Can I avoid food licensing by selling pre-packaged microgreens only at a farmers market?

Farmers market sales do not automatically exempt you from food business or food safety rules. Your state may treat raw agricultural commodities more favorably than processed foods, but microgreens are still an edible product that can trigger rules based on handling and sales volume. Even when a full commercial kitchen license is not required, you may need specific safe handling, labeling, and registration steps.

If I qualify as a farm selling raw agricultural commodities, do I still need to follow Produce Safety Rule requirements for water and hygiene?

Often you still need some level of compliance, but the scope can depend on thresholds and whether you meet exemptions. The article notes that very small farms are generally exempt under the Produce Safety Rule framework, but once you scale up you may need practices related to water quality, soil amendments, and worker hygiene. Before you rely on the commodity pathway, confirm your exemption status using your actual annual produce sales.

What counts as “selling” for microgreens, does a subscription or CSA box qualify?

Yes. A CSA share, subscription box, or recurring “pickup” arrangement is typically considered commercial distribution because it is part of an ongoing sales model, even if the wording is membership-based. The safe approach is to treat any structured arrangement involving payment as sales and check licensing and labeling requirements.

Do cannabis “micro” seedlings require a cannabis cultivation license even if I keep the plants small?

Usually yes. Under the article’s described framework, age and size generally do not create a regulatory carve-out, plant count and authorization do. A cannabis seedling is still a cannabis plant under state law, so growing a number of seedlings that would exceed your allowed home limits can create the same exposure as mature plants.

If I stay under my state’s home-plant limit, can I share seedlings with friends or exchange plants?

Sharing or transferring plants can be treated as unlicensed distribution, even if each person stays under their own limit. Many adult-use rules limit what you can possess and grow, not what you can give away. If you are considering any transfer, verify your state’s rules on gifting, sale, and transfer, because the “no selling what you grow” line often extends beyond direct money exchanges.

Can I grow hemp microgreens at home and sell them like culinary microgreens?

Not exactly. Hemp microgreens intended for human consumption may still fall under hemp farming and testing requirements in some states, and those requirements can run alongside produce safety obligations. The article specifically highlights THC compliance testing and record retention as key triggers for hemp programs, so you should confirm whether your state requires test results and how long you must keep them.

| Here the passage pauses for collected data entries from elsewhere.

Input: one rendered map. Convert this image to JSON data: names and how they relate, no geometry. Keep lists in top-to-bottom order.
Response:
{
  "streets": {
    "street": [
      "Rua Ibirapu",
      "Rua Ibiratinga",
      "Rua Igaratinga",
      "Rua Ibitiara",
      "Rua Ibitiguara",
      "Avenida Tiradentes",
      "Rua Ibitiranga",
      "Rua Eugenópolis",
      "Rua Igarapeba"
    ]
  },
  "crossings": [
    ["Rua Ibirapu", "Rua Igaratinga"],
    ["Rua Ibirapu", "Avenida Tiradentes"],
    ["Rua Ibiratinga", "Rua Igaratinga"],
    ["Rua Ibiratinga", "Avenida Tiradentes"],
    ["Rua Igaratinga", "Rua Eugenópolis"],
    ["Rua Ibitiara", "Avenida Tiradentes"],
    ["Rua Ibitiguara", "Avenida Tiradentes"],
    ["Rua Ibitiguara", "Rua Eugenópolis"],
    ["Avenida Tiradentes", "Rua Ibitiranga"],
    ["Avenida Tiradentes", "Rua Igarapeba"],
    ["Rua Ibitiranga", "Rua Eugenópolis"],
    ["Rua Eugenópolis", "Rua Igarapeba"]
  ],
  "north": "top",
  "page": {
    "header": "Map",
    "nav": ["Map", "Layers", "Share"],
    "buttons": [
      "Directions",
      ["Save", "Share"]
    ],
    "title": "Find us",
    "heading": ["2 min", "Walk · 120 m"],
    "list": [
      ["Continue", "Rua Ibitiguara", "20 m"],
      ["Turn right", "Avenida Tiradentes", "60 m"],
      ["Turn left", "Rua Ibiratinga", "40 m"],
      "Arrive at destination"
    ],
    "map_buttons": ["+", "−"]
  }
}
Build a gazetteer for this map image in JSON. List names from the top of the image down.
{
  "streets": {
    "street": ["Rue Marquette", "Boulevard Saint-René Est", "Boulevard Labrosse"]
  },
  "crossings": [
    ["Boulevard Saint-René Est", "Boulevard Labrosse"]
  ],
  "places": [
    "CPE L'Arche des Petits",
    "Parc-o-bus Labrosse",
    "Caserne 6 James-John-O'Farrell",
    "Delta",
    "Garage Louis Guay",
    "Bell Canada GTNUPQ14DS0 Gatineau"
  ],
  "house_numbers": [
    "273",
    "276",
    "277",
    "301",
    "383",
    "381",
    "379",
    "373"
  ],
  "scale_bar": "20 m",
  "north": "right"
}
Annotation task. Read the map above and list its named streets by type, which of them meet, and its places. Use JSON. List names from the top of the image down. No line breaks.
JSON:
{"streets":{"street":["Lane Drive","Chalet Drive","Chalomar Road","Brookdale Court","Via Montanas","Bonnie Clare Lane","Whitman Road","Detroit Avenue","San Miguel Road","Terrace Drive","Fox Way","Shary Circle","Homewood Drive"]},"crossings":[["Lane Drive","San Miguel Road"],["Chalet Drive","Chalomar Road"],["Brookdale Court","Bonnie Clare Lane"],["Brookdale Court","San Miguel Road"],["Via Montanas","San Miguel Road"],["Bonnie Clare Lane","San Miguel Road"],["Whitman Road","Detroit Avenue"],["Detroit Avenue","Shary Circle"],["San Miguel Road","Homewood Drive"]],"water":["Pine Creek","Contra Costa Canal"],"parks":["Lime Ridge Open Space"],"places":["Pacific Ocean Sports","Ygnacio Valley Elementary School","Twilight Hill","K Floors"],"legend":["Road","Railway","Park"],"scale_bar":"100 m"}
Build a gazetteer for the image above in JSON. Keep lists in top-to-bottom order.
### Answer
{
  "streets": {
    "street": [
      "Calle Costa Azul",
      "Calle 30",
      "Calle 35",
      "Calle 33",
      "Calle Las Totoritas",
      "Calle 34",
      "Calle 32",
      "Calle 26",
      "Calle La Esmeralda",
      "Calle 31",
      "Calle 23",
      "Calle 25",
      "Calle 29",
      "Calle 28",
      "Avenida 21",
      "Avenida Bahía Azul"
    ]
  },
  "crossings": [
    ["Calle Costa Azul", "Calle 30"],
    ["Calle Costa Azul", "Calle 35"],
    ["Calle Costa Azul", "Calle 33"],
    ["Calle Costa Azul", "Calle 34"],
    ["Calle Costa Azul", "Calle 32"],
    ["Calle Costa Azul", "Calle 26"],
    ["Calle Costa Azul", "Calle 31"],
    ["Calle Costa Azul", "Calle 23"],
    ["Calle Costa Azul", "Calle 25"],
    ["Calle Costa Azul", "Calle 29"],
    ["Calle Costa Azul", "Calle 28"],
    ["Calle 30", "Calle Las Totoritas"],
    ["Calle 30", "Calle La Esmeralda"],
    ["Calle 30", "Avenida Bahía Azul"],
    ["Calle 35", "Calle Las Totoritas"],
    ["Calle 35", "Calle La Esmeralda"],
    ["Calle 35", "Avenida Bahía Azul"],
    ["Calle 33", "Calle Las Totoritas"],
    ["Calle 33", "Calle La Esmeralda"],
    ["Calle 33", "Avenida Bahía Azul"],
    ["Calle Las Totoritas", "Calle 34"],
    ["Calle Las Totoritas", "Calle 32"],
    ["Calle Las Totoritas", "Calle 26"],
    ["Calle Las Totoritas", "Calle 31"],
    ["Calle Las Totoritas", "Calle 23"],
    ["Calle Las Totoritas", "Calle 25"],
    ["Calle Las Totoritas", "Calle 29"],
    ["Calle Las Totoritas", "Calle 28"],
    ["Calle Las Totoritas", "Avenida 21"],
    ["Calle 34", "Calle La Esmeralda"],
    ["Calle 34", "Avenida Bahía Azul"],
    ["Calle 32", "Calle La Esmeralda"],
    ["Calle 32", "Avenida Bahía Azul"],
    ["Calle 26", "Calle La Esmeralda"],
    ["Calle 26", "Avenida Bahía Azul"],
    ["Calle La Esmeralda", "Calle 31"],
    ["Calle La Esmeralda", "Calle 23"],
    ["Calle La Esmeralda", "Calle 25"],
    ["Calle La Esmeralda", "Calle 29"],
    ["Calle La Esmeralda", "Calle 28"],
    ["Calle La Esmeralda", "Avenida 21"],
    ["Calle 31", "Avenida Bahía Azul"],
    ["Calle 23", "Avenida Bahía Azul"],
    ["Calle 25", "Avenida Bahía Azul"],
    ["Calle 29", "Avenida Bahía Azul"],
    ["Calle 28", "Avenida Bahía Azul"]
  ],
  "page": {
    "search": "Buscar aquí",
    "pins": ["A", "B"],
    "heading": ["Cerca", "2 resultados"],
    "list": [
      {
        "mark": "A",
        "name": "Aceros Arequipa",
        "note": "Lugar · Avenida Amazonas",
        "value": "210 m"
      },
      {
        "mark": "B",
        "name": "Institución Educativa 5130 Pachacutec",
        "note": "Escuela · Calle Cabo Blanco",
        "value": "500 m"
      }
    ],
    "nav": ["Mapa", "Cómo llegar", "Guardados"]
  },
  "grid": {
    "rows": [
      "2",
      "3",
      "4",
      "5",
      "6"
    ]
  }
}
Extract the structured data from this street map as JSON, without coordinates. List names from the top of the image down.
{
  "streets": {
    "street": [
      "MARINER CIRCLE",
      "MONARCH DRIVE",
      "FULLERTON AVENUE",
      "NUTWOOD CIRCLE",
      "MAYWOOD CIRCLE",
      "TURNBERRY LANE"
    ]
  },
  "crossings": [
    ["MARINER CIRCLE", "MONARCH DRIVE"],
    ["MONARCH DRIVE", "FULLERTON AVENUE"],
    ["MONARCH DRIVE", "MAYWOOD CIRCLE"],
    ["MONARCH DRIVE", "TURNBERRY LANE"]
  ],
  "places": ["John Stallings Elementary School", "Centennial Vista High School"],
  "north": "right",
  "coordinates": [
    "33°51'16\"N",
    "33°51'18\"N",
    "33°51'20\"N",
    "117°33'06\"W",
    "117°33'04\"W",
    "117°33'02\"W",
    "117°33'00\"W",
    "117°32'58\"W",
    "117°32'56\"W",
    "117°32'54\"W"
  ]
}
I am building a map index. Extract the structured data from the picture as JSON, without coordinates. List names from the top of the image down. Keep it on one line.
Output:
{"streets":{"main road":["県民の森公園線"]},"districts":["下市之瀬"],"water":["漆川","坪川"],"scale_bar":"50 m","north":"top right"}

Where do I confirm the right rules if I’m unsure whether my “microgreens” are culinary or hemp cannabis microgreens?

Start by identifying whether the seed variety and intended crop are categorized as edible produce, hemp under your state’s THC definition, or cannabis under adult-use or medical rules. Then match that to your intent (personal consumption versus distribution) and your sales volume or plant count. If you are still uncertain, contacting your state’s agriculture (for food) or cannabis/hemp regulator (for cannabis or hemp) with your exact seed type and intended use is the fastest way to avoid choosing the wrong licensing lane.